Skin cancer is the most common type of cancer in the United States. We all know we should keep an eye on moles for any suspicious signs that could potentially lead to skin cancer, but what exactly are we looking for? According to researchers at Brown University, there are precisely seven unique characteristics to look out for when you do your regular skin checks.
If you notice any of the changes occur with a mole that’s been around no matter how long or short, it’s a good idea to make an appointment to get in to see your dermatologist. It’s likely no cause for alarm, but, as in the case with all health-related issues, better to err on the side of caution.
Here are the newly updated ABC’s of skin cancer detection:
A is for…..Asymmetry. Would both sides of the mole mirror each other if it were divided in two parts? If yes, then you’re good to go and your mole is symmetrical. If not, than your mole is asymmetrical and you should keep a close eye on it and consider getting it checked out.
B is for.…Borders. Straight borders are a safer bet here compared to rough, jagged edges.
C is for….Color. It should be one solid color and not multiple shades of a color, which is a sign that you want to get in to see your dermatologist. Moles should also not be black, which is typically the color of nodular melanomas, a dangerous kind of melanoma, the most dangerous type of skin cancer, that can spread and lead to death. If your mole turns black, call your dermatologist.

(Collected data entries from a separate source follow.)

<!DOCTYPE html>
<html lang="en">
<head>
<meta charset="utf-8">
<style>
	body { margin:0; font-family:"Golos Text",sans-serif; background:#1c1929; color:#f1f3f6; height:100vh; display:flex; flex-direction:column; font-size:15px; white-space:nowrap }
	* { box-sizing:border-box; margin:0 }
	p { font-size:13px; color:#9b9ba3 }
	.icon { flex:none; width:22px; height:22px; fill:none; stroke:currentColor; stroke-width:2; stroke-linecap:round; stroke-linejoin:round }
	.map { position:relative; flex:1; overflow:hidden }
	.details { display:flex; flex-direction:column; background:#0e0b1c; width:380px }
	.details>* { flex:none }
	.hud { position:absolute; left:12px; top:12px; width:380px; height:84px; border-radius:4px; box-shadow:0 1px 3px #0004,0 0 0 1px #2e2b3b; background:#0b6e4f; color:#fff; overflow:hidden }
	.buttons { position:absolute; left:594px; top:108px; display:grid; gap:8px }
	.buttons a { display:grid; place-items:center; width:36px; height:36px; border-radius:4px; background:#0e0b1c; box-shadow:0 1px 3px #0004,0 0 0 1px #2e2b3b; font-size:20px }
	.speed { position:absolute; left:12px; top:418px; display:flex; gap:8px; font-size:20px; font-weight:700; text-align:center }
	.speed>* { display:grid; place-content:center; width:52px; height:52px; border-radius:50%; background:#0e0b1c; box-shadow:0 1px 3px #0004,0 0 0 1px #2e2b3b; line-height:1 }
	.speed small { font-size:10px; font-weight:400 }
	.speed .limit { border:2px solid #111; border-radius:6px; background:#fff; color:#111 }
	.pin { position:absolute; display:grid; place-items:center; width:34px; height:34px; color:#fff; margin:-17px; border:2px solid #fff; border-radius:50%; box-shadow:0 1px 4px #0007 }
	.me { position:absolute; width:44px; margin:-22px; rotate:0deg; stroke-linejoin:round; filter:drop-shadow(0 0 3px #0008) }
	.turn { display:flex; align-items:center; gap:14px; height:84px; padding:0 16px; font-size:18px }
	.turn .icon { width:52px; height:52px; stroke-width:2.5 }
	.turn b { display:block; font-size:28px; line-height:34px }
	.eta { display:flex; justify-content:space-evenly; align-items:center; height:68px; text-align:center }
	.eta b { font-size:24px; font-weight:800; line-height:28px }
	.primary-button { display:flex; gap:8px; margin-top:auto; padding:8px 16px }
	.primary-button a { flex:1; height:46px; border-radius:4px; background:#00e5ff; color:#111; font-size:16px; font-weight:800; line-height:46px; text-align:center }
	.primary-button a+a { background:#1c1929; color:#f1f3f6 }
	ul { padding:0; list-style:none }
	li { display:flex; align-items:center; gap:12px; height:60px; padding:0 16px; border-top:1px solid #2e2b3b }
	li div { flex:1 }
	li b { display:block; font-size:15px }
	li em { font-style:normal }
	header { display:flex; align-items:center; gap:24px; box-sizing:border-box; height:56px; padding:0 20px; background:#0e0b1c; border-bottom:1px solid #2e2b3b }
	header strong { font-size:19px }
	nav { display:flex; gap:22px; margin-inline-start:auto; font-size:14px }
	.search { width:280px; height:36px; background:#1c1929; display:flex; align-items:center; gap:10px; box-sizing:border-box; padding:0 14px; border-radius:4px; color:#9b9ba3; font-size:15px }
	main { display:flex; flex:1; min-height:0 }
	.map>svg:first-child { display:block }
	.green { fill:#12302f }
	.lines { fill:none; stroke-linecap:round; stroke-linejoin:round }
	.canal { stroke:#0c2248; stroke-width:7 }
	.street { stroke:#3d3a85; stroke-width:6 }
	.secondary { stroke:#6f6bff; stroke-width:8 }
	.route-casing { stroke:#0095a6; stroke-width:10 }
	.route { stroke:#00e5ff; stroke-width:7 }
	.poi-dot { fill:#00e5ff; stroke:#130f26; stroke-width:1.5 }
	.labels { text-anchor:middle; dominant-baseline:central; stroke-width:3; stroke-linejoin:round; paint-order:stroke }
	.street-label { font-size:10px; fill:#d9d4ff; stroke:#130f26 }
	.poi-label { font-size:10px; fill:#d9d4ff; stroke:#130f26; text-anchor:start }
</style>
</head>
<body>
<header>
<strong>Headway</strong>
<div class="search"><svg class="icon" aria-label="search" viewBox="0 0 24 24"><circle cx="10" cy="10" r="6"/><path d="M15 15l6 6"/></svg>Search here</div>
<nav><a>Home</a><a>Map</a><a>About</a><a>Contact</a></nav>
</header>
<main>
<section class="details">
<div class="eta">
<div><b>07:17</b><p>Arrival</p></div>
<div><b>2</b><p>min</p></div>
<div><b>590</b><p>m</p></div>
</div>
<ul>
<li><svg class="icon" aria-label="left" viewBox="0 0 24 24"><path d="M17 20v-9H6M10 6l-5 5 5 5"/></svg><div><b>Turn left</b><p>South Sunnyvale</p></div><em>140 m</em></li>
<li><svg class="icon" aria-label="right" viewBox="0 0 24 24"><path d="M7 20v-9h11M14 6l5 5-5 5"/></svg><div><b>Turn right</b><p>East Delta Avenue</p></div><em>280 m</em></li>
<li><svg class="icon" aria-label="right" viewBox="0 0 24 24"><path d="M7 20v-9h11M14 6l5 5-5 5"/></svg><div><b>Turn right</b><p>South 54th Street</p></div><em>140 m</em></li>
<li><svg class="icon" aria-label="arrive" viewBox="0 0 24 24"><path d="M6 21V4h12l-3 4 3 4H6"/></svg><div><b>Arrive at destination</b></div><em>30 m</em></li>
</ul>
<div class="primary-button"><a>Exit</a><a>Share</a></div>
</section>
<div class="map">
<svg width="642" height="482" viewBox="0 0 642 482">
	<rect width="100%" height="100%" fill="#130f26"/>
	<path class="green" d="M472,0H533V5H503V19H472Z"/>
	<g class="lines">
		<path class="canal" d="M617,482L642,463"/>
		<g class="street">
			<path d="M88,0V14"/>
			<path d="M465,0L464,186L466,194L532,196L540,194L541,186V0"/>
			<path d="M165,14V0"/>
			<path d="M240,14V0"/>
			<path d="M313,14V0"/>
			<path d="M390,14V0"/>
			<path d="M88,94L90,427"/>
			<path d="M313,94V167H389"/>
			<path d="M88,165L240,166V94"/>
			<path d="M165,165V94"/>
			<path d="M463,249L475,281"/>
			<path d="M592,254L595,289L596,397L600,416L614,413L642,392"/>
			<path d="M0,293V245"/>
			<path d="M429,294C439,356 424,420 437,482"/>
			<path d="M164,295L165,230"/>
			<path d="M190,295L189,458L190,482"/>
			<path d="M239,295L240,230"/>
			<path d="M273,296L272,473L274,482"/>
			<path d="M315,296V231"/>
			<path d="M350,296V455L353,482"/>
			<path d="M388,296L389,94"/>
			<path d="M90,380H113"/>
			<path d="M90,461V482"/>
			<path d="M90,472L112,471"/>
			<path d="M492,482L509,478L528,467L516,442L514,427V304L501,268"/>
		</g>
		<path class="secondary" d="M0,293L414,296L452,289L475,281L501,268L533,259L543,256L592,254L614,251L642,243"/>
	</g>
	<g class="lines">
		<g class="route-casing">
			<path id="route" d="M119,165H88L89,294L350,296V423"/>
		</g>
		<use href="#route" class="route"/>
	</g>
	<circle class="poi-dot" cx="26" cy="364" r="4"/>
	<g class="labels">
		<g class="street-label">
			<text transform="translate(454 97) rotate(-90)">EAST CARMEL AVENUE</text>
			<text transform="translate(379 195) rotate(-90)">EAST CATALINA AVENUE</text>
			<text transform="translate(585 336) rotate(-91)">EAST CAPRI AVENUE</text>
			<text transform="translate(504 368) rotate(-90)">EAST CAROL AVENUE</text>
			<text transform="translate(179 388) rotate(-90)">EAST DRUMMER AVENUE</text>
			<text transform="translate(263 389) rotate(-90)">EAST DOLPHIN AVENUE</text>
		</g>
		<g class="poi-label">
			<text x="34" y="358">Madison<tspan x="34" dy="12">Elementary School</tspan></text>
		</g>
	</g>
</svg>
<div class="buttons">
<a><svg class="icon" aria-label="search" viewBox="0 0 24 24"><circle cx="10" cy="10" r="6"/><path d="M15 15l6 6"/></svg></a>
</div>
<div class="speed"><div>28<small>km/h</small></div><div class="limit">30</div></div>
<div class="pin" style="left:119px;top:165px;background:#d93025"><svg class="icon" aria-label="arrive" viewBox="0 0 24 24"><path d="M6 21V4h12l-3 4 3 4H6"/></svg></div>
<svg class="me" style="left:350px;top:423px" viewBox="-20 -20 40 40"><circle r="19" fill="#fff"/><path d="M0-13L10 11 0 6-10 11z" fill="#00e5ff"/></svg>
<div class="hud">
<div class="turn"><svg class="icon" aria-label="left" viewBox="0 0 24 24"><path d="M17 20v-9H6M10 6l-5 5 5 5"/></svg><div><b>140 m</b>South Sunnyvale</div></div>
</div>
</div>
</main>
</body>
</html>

D is for….Diameter. Moles should be smaller around than the size of a pencil eraser. Melanomas typically are larger than this, which can be a warning sign.
E is for….Evolution. If your mole changes in shape, size, color, elevation, or if it starts to itch or bleed, these are signals that it’s wise to make a dermatologist appointment.
F is for…Firmness. Moles should be soft on the surface and not stiff, which is a sign of abnormality.
G is for…Growth. Moles should stay the same size. Be on the lookout for moles that grow, especially rapidly over the course of weeks or months.
How good are You about regularly spot-checking moles on your skin?